Saved entries:
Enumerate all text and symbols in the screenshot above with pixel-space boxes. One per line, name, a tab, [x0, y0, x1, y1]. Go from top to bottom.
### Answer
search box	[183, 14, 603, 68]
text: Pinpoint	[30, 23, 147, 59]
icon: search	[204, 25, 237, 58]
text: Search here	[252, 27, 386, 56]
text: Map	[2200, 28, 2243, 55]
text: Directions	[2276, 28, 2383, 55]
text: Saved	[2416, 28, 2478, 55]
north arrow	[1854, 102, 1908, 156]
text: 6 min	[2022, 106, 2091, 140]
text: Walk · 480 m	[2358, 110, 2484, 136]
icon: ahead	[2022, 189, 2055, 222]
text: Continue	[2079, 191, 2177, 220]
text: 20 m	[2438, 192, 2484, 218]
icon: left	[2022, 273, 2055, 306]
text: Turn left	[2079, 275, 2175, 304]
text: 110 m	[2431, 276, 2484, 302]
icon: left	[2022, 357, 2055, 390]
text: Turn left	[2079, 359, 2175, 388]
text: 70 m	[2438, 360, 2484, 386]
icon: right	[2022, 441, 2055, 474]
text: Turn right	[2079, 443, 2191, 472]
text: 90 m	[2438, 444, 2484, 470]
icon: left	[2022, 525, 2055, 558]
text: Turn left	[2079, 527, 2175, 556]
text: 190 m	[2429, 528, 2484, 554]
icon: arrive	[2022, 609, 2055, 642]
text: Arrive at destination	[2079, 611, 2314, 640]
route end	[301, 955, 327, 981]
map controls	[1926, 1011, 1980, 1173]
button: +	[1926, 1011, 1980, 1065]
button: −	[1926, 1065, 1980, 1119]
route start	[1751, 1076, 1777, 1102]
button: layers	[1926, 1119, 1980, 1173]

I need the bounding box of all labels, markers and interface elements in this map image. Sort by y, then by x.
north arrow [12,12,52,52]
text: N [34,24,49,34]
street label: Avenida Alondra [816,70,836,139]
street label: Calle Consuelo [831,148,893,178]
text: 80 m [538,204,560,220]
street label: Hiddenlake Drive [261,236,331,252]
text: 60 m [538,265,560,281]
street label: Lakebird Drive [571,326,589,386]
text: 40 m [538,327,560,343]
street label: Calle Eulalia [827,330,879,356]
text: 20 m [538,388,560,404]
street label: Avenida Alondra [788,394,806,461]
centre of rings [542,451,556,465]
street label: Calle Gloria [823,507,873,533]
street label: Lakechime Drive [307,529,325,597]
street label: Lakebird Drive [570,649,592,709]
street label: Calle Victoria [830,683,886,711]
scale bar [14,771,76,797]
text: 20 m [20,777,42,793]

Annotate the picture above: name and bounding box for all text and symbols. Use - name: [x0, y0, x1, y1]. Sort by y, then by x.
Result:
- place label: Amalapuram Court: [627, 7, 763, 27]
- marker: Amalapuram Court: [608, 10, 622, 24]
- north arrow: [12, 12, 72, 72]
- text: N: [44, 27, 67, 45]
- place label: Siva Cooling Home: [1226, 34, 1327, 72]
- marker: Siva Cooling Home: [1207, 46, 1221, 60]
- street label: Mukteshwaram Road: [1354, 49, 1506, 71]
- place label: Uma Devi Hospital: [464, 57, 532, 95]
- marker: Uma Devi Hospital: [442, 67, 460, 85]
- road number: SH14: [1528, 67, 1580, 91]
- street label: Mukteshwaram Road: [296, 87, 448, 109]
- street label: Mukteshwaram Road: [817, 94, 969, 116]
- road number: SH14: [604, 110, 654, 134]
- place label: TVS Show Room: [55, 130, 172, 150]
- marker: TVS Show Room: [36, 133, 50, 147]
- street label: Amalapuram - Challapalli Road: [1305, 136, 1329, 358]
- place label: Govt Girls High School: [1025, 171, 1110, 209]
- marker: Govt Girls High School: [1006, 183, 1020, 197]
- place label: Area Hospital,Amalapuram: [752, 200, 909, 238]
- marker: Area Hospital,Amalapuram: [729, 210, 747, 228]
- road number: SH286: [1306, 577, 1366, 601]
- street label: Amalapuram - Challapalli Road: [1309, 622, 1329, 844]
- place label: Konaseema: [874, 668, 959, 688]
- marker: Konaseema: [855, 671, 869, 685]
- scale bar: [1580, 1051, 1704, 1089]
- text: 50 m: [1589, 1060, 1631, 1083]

- Exercise brief: Give back the data above word for word.

- Result of this exercise:
Enumerate all text and symbols in the screenshot above with pixel-space boxes. One per line, name, a tab, [x0, y0, x1, y1]. Go from top to bottom.
### Answer
search box	[183, 14, 603, 68]
text: Pinpoint	[30, 23, 147, 59]
icon: search	[204, 25, 237, 58]
text: Search here	[252, 27, 386, 56]
text: Map	[2200, 28, 2243, 55]
text: Directions	[2276, 28, 2383, 55]
text: Saved	[2416, 28, 2478, 55]
north arrow	[1854, 102, 1908, 156]
text: 6 min	[2022, 106, 2091, 140]
text: Walk · 480 m	[2358, 110, 2484, 136]
icon: ahead	[2022, 189, 2055, 222]
text: Continue	[2079, 191, 2177, 220]
text: 20 m	[2438, 192, 2484, 218]
icon: left	[2022, 273, 2055, 306]
text: Turn left	[2079, 275, 2175, 304]
text: 110 m	[2431, 276, 2484, 302]
icon: left	[2022, 357, 2055, 390]
text: Turn left	[2079, 359, 2175, 388]
text: 70 m	[2438, 360, 2484, 386]
icon: right	[2022, 441, 2055, 474]
text: Turn right	[2079, 443, 2191, 472]
text: 90 m	[2438, 444, 2484, 470]
icon: left	[2022, 525, 2055, 558]
text: Turn left	[2079, 527, 2175, 556]
text: 190 m	[2429, 528, 2484, 554]
icon: arrive	[2022, 609, 2055, 642]
text: Arrive at destination	[2079, 611, 2314, 640]
route end	[301, 955, 327, 981]
map controls	[1926, 1011, 1980, 1173]
button: +	[1926, 1011, 1980, 1065]
button: −	[1926, 1065, 1980, 1119]
route start	[1751, 1076, 1777, 1102]
button: layers	[1926, 1119, 1980, 1173]

I need the bounding box of all labels, markers and interface elements in this map image. Sort by y, then by x.
north arrow [12,12,52,52]
text: N [34,24,49,34]
street label: Avenida Alondra [816,70,836,139]
street label: Calle Consuelo [831,148,893,178]
text: 80 m [538,204,560,220]
street label: Hiddenlake Drive [261,236,331,252]
text: 60 m [538,265,560,281]
street label: Lakebird Drive [571,326,589,386]
text: 40 m [538,327,560,343]
street label: Calle Eulalia [827,330,879,356]
text: 20 m [538,388,560,404]
street label: Avenida Alondra [788,394,806,461]
centre of rings [542,451,556,465]
street label: Calle Gloria [823,507,873,533]
street label: Lakechime Drive [307,529,325,597]
street label: Lakebird Drive [570,649,592,709]
street label: Calle Victoria [830,683,886,711]
scale bar [14,771,76,797]
text: 20 m [20,777,42,793]

Annotate the picture above: name and bounding box for all text and symbols. Use - name: [x0, y0, x1, y1]. Sort by y, then by x.
Result:
- place label: Amalapuram Court: [627, 7, 763, 27]
- marker: Amalapuram Court: [608, 10, 622, 24]
- north arrow: [12, 12, 72, 72]
- text: N: [44, 27, 67, 45]
- place label: Siva Cooling Home: [1226, 34, 1327, 72]
- marker: Siva Cooling Home: [1207, 46, 1221, 60]
- street label: Mukteshwaram Road: [1354, 49, 1506, 71]
- place label: Uma Devi Hospital: [464, 57, 532, 95]
- marker: Uma Devi Hospital: [442, 67, 460, 85]
- road number: SH14: [1528, 67, 1580, 91]
- street label: Mukteshwaram Road: [296, 87, 448, 109]
- street label: Mukteshwaram Road: [817, 94, 969, 116]
- road number: SH14: [604, 110, 654, 134]
- place label: TVS Show Room: [55, 130, 172, 150]
- marker: TVS Show Room: [36, 133, 50, 147]
- street label: Amalapuram - Challapalli Road: [1305, 136, 1329, 358]
- place label: Govt Girls High School: [1025, 171, 1110, 209]
- marker: Govt Girls High School: [1006, 183, 1020, 197]
- place label: Area Hospital,Amalapuram: [752, 200, 909, 238]
- marker: Area Hospital,Amalapuram: [729, 210, 747, 228]
- road number: SH286: [1306, 577, 1366, 601]
- street label: Amalapuram - Challapalli Road: [1309, 622, 1329, 844]
- place label: Konaseema: [874, 668, 959, 688]
- marker: Konaseema: [855, 671, 869, 685]
- scale bar: [1580, 1051, 1704, 1089]
- text: 50 m: [1589, 1060, 1631, 1083]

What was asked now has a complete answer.